HIV viral load (VL) monitoring is key to the success of ART. Decisions to change ART made on the basis of virological failure, rather than on clinical or immunological failure alone, have been shown to result in better patient outcomes. 74 If the VL is undetectable, then the virus cannot mutate and develop resistance. A sustained VL < 50 copies/mL is associated with the most durable benefit. A suppressed VL also prevents transmission of HIV to contacts: Undetectable = Untransmittable (U=U).
FIGURE 2: Timing of viral load monitoring of the patient starting ART. For patients with a viral load > 50 copies/mL on two consecutive occasions, refer to text. For the timing of viral loads in pregnant women, consult the pregnancy module. (RPV, rilpivirine; VL, viral load)
We recommend performing a baseline VL assessment for the following reasons:
- The 3-month VL can then be compared with the baseline VL to detect > 2 log10 drop, and if this has not occurred, then it allows for early adherence intervention
- It confirms the diagnosis of HIV (antibody tests may very rarely give a false-positive result).
- In rare cases where RPV is considered as initial therapy, it may guide selection (RPV should not be used if VL > 100 000 copies/mL)
A 3-month VL is desirable to detect adherence problems early, before resistance develops. A subset of patients who start ART with a very high VL may not be fully suppressed at 3 months despite 100% adherence, but such patients would have had a > 2 log10 drop in VL from baseline if adherence is optimal and there is no resistance. Therefore, the 3-month result should be interpreted in relation to the baseline VL. (For instance, if the baseline viral load is 100,000 copies/mL, then the viral load should be down to 1000 copies/mL or less at 3 months). All patients who have a detectable VL at 3 months should receive additional adherence interventions. In general, a patient’s VL declines fastest on InSTI-based regimens.
If the 3-month VL is undetectable, then VL monitoring is recommended at 6 months and every 6 months thereafter. In patients who have an undetectable VL for > 12 months, and who demonstrate reliable adherence and follow-up, it may be acceptable to reduce the frequency of VL monitoring to 12-monthly.
If the VL is > 50 copies/mL at any stage, then this should be an indication for urgent action. The patient should receive counselling and interventions should be implemented to improve adherence. A repeat measurement of VL should then be done in 2–3 months.
Treatment success is defined as a decline in VL to < 50 copies/mL within 6 months of commencing ART, and sustained thereafter. A VL > 50 copies/mL is robustly associated with subsequent virological failure. 75, 76 Sustained viral replication, even at these low levels, can lead to the accumulation of resistance mutations (although this has not yet been definitively established in the case of dolutegravir).
Treatment failure is defined as a confirmed VL > 1000 copies/mL on two consecutive measurements taken 2–3 months apart. The implication of this depends on the regimen the patient is on. Patients on DTG-based therapy as their initial ART regimen are extremely unlikely to have developed resistance at the point of treatment failure, but this is not necessarily true of other regimens, or of DTG-based regimens when there has been a history of failure with a prior ART regimen.
Isolated detectable HIV VLs < 1000 copies/mL, followed by an undetectable VL, are termed ‘viral blips’ and alone are not a reason to change the ART regimen.

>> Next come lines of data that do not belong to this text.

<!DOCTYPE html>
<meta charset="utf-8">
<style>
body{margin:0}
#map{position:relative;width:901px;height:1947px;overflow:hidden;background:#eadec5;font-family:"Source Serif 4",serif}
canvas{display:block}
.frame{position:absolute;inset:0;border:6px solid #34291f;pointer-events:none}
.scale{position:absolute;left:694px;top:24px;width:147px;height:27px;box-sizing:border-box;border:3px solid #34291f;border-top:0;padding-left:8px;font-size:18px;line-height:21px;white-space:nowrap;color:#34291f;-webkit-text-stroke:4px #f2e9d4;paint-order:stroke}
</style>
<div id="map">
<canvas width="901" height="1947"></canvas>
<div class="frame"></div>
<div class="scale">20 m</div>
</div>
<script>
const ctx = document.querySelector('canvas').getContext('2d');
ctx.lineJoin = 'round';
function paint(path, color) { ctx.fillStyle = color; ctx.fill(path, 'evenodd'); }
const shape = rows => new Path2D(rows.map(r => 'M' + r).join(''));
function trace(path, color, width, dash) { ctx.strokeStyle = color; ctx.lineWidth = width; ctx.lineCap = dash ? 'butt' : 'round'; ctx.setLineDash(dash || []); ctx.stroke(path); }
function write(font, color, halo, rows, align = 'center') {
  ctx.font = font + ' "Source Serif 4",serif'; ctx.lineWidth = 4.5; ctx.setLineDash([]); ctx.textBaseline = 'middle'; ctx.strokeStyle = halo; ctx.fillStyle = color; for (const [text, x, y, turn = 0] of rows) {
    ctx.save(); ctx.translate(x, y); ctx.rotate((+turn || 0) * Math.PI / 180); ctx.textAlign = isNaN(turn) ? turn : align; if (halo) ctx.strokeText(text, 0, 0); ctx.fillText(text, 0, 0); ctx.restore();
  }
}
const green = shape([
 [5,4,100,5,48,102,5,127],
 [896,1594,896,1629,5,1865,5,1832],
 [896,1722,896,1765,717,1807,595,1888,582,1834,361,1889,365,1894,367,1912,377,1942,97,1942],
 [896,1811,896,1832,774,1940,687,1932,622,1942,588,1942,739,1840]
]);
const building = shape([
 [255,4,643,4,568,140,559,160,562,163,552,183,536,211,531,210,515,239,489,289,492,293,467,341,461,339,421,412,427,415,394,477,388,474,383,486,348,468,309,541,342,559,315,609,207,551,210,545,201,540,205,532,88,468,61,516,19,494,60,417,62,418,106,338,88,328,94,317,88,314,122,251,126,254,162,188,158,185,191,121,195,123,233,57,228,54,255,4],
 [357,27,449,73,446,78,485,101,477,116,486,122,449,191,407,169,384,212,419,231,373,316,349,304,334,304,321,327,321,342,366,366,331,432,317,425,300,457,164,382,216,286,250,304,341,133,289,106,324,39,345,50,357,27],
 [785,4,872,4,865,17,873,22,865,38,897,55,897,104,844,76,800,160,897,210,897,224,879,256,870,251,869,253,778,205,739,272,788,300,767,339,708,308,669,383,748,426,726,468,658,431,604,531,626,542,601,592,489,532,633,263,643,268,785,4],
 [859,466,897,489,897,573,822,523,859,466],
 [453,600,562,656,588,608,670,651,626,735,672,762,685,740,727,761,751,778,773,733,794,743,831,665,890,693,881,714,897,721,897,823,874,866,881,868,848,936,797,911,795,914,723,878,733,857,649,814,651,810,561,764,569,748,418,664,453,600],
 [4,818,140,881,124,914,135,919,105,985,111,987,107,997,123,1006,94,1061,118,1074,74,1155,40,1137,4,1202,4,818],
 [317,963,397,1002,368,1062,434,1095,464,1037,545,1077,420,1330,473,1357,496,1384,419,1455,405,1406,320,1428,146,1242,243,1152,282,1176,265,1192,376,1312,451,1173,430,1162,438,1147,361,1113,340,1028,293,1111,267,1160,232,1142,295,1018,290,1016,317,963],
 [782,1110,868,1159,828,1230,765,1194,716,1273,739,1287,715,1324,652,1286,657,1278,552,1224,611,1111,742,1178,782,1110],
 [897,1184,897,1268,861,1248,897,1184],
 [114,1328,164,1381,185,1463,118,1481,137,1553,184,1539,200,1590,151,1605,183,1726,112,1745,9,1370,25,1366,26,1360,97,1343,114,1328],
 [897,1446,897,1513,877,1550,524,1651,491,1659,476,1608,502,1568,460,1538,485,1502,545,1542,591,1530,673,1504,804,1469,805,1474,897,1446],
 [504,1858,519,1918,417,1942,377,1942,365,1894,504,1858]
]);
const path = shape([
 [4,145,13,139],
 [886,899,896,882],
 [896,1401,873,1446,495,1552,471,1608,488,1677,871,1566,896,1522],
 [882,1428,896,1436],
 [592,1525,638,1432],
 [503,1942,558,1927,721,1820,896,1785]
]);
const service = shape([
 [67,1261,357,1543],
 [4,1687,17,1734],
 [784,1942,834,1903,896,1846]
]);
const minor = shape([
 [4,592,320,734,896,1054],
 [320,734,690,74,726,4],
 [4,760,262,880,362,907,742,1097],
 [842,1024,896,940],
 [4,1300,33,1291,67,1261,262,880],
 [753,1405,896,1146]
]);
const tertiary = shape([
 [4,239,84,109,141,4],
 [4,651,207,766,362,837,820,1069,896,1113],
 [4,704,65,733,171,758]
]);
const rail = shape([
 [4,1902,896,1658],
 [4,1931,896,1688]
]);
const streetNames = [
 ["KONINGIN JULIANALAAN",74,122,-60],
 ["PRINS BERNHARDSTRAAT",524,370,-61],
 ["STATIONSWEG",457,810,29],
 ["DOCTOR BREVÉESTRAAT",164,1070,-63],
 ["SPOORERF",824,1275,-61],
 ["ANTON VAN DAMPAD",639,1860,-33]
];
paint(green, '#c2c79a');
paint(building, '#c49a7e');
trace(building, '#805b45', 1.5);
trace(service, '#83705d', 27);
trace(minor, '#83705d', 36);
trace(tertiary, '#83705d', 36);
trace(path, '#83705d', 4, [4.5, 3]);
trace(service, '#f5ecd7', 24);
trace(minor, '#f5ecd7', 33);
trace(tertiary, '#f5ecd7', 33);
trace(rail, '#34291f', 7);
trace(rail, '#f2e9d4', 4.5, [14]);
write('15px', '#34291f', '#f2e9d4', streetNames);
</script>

- Viral blips can be caused by immune activation (such as from an acute infection), variability in the laboratory testing thresholds, or intermittent poor adherence. Provided they are infrequent, and the viral load returns to being undetectable at the next measurement, they are not regarded as consequential.
A high VL can be attributed to one or more of these three factors:
- Inadequate patient adherence (most commonly). This may sometimes be out of the patient’s control (e.g. stock-outs, unplanned facility closure). See Table 28.
- Resistance to the prescribed ART – including both acquired and transmitted drug resistance.
- Inadequate ART drug levels as a result of altered pharmacokinetics, such as absorption difficulties, or drug-drug interactions.
These explanations are not mutually exclusive. For instance, inadequate patient adherence may lead to the development of drug resistance.
Transmitted drug resistance is only likely to be a concern for the rare patients who initiate therapy on an NNRTI, as by far the commonest transmitted mutation is K103N, which has little effect on viral fitness and can therefore persist in the population even in the absence of drug pressure. 77 Transmitted drug resistance to other drug classes is unusual and often of minimal clinical importance; therefore firstline therapy with a DTG-based regimen is unlikely to be affected by this phenomenon.